- _Saved entries_:

....

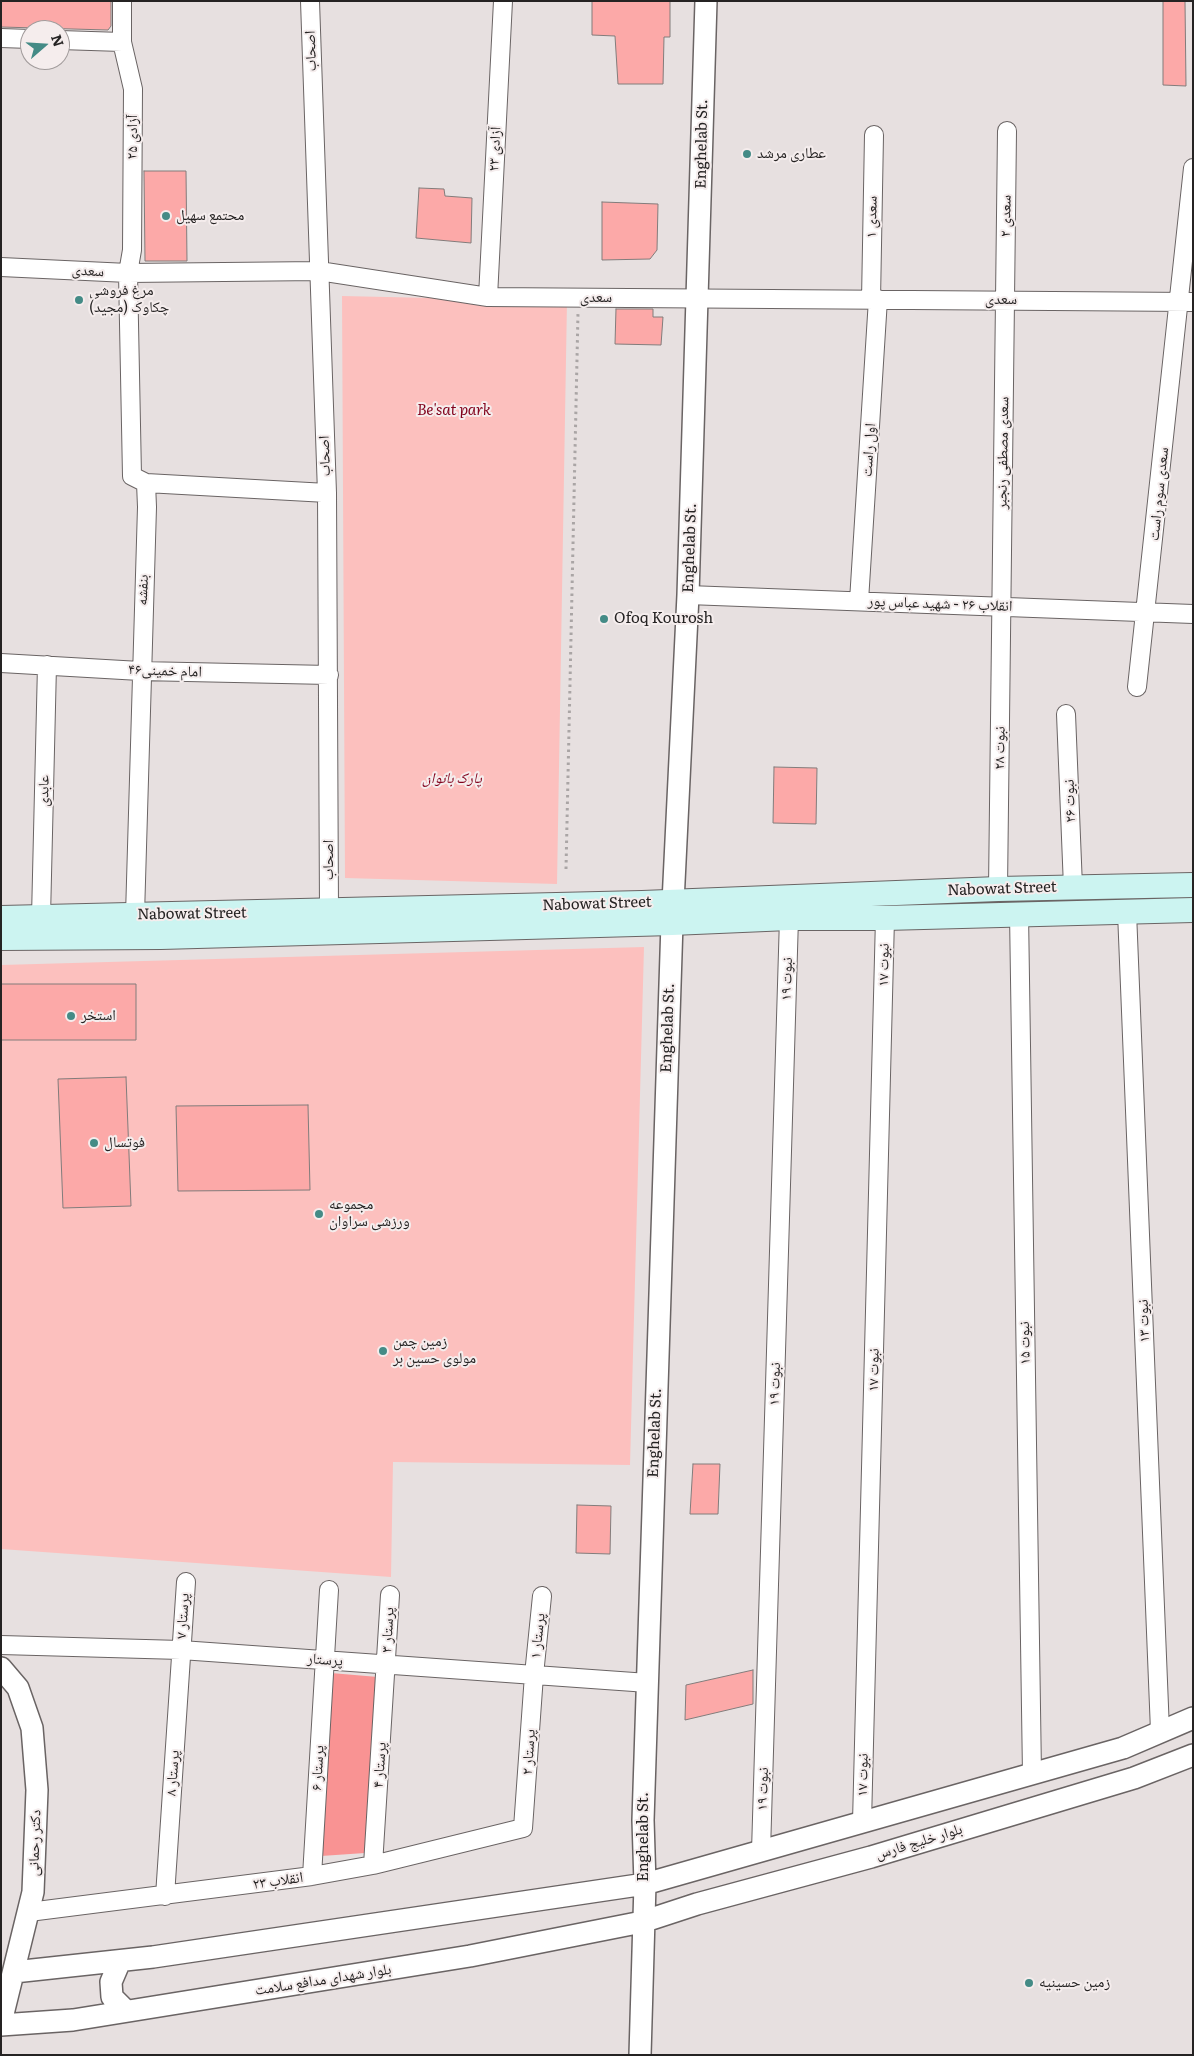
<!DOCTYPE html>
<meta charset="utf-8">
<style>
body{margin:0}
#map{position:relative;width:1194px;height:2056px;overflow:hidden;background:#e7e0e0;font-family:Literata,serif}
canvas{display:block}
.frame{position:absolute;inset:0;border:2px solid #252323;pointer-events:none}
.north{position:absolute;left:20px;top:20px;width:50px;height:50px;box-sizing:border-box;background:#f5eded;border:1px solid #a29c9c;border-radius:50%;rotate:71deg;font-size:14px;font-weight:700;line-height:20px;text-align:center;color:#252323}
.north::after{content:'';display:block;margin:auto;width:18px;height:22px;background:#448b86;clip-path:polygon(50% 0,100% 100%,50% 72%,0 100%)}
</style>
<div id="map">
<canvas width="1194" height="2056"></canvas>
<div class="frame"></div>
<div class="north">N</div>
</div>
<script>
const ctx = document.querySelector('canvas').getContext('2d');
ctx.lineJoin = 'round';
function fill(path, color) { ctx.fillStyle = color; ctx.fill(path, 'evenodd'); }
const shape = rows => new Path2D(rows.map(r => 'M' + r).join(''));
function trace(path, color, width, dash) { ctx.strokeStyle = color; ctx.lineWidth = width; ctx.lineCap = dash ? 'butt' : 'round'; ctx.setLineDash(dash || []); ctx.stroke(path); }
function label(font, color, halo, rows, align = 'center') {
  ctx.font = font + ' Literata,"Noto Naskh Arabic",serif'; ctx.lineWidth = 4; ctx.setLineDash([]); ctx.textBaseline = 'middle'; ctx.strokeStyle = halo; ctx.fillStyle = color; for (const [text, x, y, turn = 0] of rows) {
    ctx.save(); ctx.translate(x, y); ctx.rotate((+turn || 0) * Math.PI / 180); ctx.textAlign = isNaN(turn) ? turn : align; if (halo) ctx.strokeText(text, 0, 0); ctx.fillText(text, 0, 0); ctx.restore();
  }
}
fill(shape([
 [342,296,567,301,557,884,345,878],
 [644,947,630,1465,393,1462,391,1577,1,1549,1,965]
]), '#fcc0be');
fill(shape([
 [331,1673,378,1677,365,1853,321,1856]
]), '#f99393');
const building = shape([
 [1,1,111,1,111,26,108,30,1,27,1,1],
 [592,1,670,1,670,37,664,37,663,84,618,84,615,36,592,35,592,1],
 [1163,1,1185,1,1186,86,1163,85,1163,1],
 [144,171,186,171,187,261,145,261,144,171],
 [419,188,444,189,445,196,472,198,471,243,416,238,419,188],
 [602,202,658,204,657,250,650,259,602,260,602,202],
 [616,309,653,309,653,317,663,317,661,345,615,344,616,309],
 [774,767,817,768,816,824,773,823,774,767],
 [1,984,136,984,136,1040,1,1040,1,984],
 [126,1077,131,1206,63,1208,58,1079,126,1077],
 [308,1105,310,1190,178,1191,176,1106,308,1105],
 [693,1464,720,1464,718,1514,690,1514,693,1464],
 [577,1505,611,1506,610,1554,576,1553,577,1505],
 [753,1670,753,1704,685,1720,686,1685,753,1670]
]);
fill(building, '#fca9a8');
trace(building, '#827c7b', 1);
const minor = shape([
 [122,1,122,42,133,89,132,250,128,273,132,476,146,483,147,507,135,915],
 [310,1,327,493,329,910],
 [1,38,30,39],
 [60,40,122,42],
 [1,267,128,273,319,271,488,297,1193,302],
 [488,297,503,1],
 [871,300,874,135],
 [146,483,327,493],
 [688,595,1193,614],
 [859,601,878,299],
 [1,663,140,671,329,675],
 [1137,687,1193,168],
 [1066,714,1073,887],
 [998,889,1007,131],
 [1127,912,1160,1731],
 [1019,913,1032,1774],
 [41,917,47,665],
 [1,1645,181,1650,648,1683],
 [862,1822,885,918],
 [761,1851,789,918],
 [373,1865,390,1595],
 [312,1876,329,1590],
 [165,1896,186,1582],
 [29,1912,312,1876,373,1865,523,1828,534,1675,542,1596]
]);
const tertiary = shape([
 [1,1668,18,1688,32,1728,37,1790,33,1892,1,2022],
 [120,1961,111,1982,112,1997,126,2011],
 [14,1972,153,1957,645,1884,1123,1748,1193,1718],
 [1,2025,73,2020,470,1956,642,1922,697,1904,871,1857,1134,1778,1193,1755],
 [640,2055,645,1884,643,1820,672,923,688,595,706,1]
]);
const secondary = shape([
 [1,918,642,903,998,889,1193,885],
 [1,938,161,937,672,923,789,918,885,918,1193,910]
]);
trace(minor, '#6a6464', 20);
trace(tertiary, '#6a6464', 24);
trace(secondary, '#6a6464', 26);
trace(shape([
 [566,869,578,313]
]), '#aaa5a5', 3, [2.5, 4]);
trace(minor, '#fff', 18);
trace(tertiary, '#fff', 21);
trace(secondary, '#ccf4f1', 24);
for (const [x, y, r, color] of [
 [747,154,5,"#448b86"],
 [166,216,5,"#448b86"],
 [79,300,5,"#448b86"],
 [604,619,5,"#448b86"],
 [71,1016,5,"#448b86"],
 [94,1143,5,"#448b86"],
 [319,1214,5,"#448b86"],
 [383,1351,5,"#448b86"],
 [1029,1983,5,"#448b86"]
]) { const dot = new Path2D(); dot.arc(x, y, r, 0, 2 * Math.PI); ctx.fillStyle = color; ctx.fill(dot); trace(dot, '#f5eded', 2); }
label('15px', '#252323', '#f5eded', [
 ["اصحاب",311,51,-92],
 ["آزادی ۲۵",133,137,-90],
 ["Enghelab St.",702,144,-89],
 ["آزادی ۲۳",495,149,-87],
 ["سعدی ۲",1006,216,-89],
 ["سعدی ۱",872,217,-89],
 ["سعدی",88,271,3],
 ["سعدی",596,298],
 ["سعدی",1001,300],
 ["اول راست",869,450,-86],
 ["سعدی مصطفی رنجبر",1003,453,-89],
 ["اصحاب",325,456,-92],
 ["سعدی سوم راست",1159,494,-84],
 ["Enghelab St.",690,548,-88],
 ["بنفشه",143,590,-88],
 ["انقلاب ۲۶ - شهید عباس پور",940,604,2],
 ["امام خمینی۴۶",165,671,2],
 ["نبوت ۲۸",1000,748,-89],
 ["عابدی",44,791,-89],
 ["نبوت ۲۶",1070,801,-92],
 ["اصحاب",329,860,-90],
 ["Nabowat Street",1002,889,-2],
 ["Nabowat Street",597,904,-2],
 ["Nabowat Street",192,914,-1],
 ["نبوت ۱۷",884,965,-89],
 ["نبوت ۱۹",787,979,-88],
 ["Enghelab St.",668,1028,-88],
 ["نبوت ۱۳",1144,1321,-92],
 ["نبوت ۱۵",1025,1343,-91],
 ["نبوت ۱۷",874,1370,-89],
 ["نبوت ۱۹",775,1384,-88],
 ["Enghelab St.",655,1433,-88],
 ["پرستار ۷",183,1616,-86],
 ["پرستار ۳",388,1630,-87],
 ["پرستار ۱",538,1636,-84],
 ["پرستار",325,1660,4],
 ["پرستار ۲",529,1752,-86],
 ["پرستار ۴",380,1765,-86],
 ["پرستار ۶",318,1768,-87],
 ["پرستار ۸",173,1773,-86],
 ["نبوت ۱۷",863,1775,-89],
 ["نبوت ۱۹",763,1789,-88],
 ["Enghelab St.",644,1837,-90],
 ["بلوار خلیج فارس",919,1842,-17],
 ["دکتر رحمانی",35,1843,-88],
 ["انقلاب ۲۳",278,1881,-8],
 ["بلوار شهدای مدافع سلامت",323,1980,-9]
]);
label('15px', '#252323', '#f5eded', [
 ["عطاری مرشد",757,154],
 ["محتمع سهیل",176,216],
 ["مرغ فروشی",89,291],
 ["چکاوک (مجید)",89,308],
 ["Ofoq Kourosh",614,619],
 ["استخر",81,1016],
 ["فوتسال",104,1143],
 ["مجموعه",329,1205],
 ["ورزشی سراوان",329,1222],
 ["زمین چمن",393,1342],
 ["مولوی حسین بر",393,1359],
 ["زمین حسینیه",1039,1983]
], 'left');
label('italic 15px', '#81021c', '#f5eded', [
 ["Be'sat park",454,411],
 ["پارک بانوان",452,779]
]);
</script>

....

- _Task_: Note each line of the entries that has "canvas" in it, and copy those lines.

- _Expected output_:
canvas{display:block}
<canvas width="1194" height="2056"></canvas>
const ctx = document.querySelector('canvas').getContext('2d');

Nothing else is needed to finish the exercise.